Golfe d’Ajaccio · Ajaccio · Îles Sanguinaires · Baie de Sagone
Ajaccio est la capitale de la Corse et la ville natale de Napoléon Bonaparte (15 août 1769). Cette origine impériale a donné à la ville une ambiance singulière : des statues à chaque carrefour, des plaques mémoriales sur chaque bâtiment historique, une fierté locale légèrement surjouée mais sincère. La ville est belle, animée, avec un front de mer qui évoque Nice ou Bastia, et un centre historique de ruelles génoises où le palais impérial, la cathédrale et le marché couvert se côtoient.
Le golfe d’Ajaccio et l’arrivée en mer
L’arrivée dans le golfe d’Ajaccio depuis le nord est l’une des plus impressionnantes de Méditerranée. Le golfe est immense (11 km de large), protégé du Libeccio par la pointe de la Parata et les Îles Sanguinaires, et fermé au sud par le cap de Muro. La ville apparaît progressivement : ses immeubles blancs et ocres alignés sur le front de mer, le clocher de la cathédrale, les grues du port commercial… et puis, comme toile de fond, les sommets enneigés du massif d’Ajaccio par beau temps.
Les Îles Sanguinaires : le coucher de soleil absolu
L’archipel des Îles Sanguinaires marque l’entrée occidentale du golfe d’Ajaccio. Ces quatre îlots de granite rouge-noir, le plus grand couronné d’un phare (Mezzu Mare), doivent leur nom non pas à quelque histoire sanglante mais à la couleur de leurs roches qui tournent au rouge sang au coucher du soleil. C’est l’un des spectacles naturels les plus célèbres de Corse. Mouiller devant les Sanguinaires au soleil couchant, avec une bouteille de rosé du Cap Corse, est l’une des expériences les plus agréable de ce tour de l’île.
Le mouillage est possible dans l’anse de Minaccia, protégé du Libeccio par les îlots. Attention : l’ancrage dans les herbiers est interdit, fond sableux à identifier à l’oeil ou au sondeur pour les mieux équipés. L’accès à la Grande Sanguinaire (la grande île) est protégé — pas de débarquement sans autorisation.
Ajaccio : une journée d’escale
La marina de Tino Rossi (du nom du célèbre chanteur corse, dont la statue veille sur les pontons) est grande, bien équipée et bien placée pour explorer la ville à pied.

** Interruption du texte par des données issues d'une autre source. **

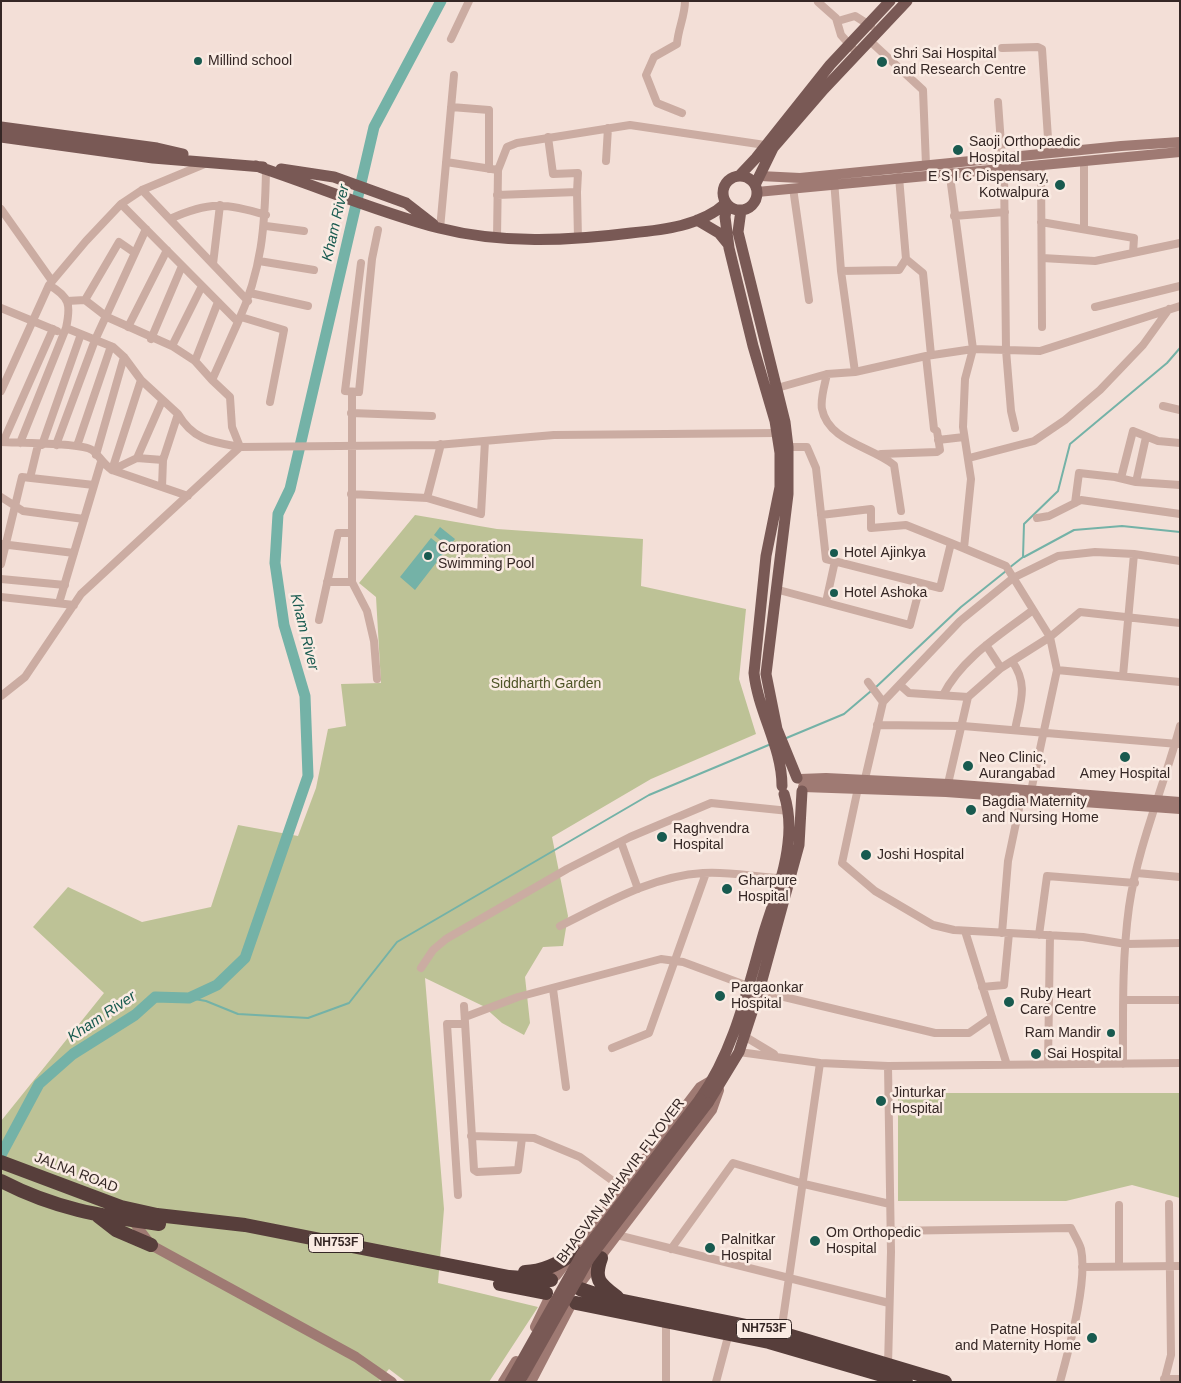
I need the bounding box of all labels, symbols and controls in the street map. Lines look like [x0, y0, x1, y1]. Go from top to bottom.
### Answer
place label: Shri Sai Hospital and Research Centre [893, 46, 1026, 78]
place label: Millind school [208, 53, 292, 69]
marker: Millind school [192, 55, 204, 67]
marker: Shri Sai Hospital and Research Centre [875, 55, 889, 69]
place label: Saoji Orthopaedic Hospital [969, 134, 1080, 166]
marker: Saoji Orthopaedic Hospital [951, 143, 965, 157]
place label: E S I C Dispensary, Kotwalpura [928, 169, 1049, 202]
marker: E S I C Dispensary, Kotwalpura [1053, 178, 1067, 192]
water label: Kham River [318, 183, 354, 263]
place label: Corporation Swimming Pool [438, 540, 534, 572]
place label: Hotel Ajinkya [844, 545, 926, 561]
marker: Hotel Ajinkya [828, 547, 840, 559]
marker: Corporation Swimming Pool [422, 550, 434, 562]
place label: Hotel Ashoka [844, 585, 927, 601]
marker: Hotel Ashoka [828, 587, 840, 599]
water label: Kham River [286, 592, 322, 672]
park label: Siddharth Garden [491, 676, 601, 692]
place label: Neo Clinic, Aurangabad [979, 750, 1055, 782]
marker: Amey Hospital [1118, 750, 1132, 764]
marker: Neo Clinic, Aurangabad [961, 759, 975, 773]
place label: Amey Hospital [1080, 766, 1170, 782]
place label: Bagdia Maternity and Nursing Home [982, 794, 1099, 826]
marker: Bagdia Maternity and Nursing Home [964, 803, 978, 817]
place label: Raghvendra Hospital [673, 821, 749, 854]
marker: Raghvendra Hospital [655, 830, 669, 844]
place label: Joshi Hospital [877, 847, 964, 863]
marker: Joshi Hospital [859, 848, 873, 862]
place label: Gharpure Hospital [738, 873, 797, 906]
marker: Gharpure Hospital [720, 882, 734, 896]
place label: Pargaonkar Hospital [731, 980, 803, 1012]
place label: Ruby Heart Care Centre [1020, 986, 1096, 1019]
water label: Kham River [64, 988, 140, 1046]
marker: Pargaonkar Hospital [713, 989, 727, 1003]
marker: Ruby Heart Care Centre [1002, 995, 1016, 1009]
place label: Ram Mandir [1025, 1025, 1101, 1041]
marker: Ram Mandir [1105, 1027, 1117, 1039]
place label: Sai Hospital [1047, 1046, 1122, 1062]
marker: Sai Hospital [1029, 1047, 1043, 1061]
place label: Jinturkar Hospital [892, 1085, 946, 1118]
marker: Jinturkar Hospital [874, 1094, 888, 1108]
street label: BHAGVAN MAHAVIR FLYOVER [553, 1095, 689, 1267]
street label: JALNA ROAD [32, 1149, 120, 1197]
place label: Om Orthopedic Hospital [826, 1225, 921, 1258]
place label: Palnitkar Hospital [721, 1232, 775, 1264]
road number: NH753F [308, 1234, 364, 1252]
marker: Om Orthopedic Hospital [808, 1234, 822, 1248]
marker: Palnitkar Hospital [703, 1241, 717, 1255]
road number: NH753F [736, 1320, 792, 1338]
place label: Patne Hospital and Maternity Home [955, 1322, 1081, 1354]
marker: Patne Hospital and Maternity Home [1085, 1331, 1099, 1345]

Les indispensables pour une escale ajaccienne : la Maison Bonaparte (place Letizia, visite payante, récit de la naissance de Napoléon dans la maison familiale), le marché central du mardi au dimanche matin (charcuteries corses, fromages, vins, confitures, tout est là), la cathédrale Santa Maria Assunta (où Napoléon fut baptisé), et le cours Napoléon, la grande avenue avec ses cafés et ses boutiques.
La charcuterie corse mérite un paragraphe à elle seule. Le lonzu (filet sec), la coppa (échine séche), le figatellu (saucisse de foie fumée, consommée cuite en hiver, crue en été), le prisuttu (jambon cru) et la salumu (saucisson) sont produits à partir du porc corse semi-sauvage (nustrale) qui végète dans les forêts de chêtigniers. Ces produits sont à la fois les meilleurs vivres du bord et les meilleurs souvenirs à ramener à quai.
| ✍️ Carnet de bord |
| Ajaccio sous la pluie — une journée de mistral fort où l’on ne pouvait pas partir. La pire chose qui puisse arriver en navigation ? Non. Je suis allé au marché central sous un parapluie, j’ai passé deux heures à gouter du fromage brocciu, du lonzu, de la confiture de myrte et des châtaignes au miel. Je suis revenu avec un panier plein pour 35€. Le cuisinier de bord (moi en l’occurence) a préparé ce soir-là des cannelloni au brocciu avec une sauce de tomates du jardin achetées au marché. La pluie continuait de battre le taud. Dehors, le Mistral sifflait dans les hâubanages. C’était parfait. |
Chapitre 6 — Le Golfe de Valinco : La Corse Profonde

Propriano · Filitosa · Campomoro · Tour de Campomoro · Golfe de Valinco
Entre le golfe d’Ajaccio au nord et le cap de Bonifacio au sud, la côte du Sartenais est l’une des moins fræquentées de la Corse occidentale. Le golfe de Valinco est un profond enfoncement maritime protégé du Libeccio par les caps de Muro et de Senetosa. Ses eaux calmes et peu fréquentées (hors haute saison) lui confèrent un charme particulièrement apprécié des plaisanciers qui recherchent l’authenticité.
Propriano : la portée de la préhistoire
Propriano est le principal bourg du golfe de Valinco, avec une marina correcte et un port de ferry (liaisons avec Marseille et la Sardaigne). La ville est agréable mais sans caractère particulier — son intérêt principal est d’être le point de départ pour visiter Filitosa, le site archéologique le plus important de la Corse.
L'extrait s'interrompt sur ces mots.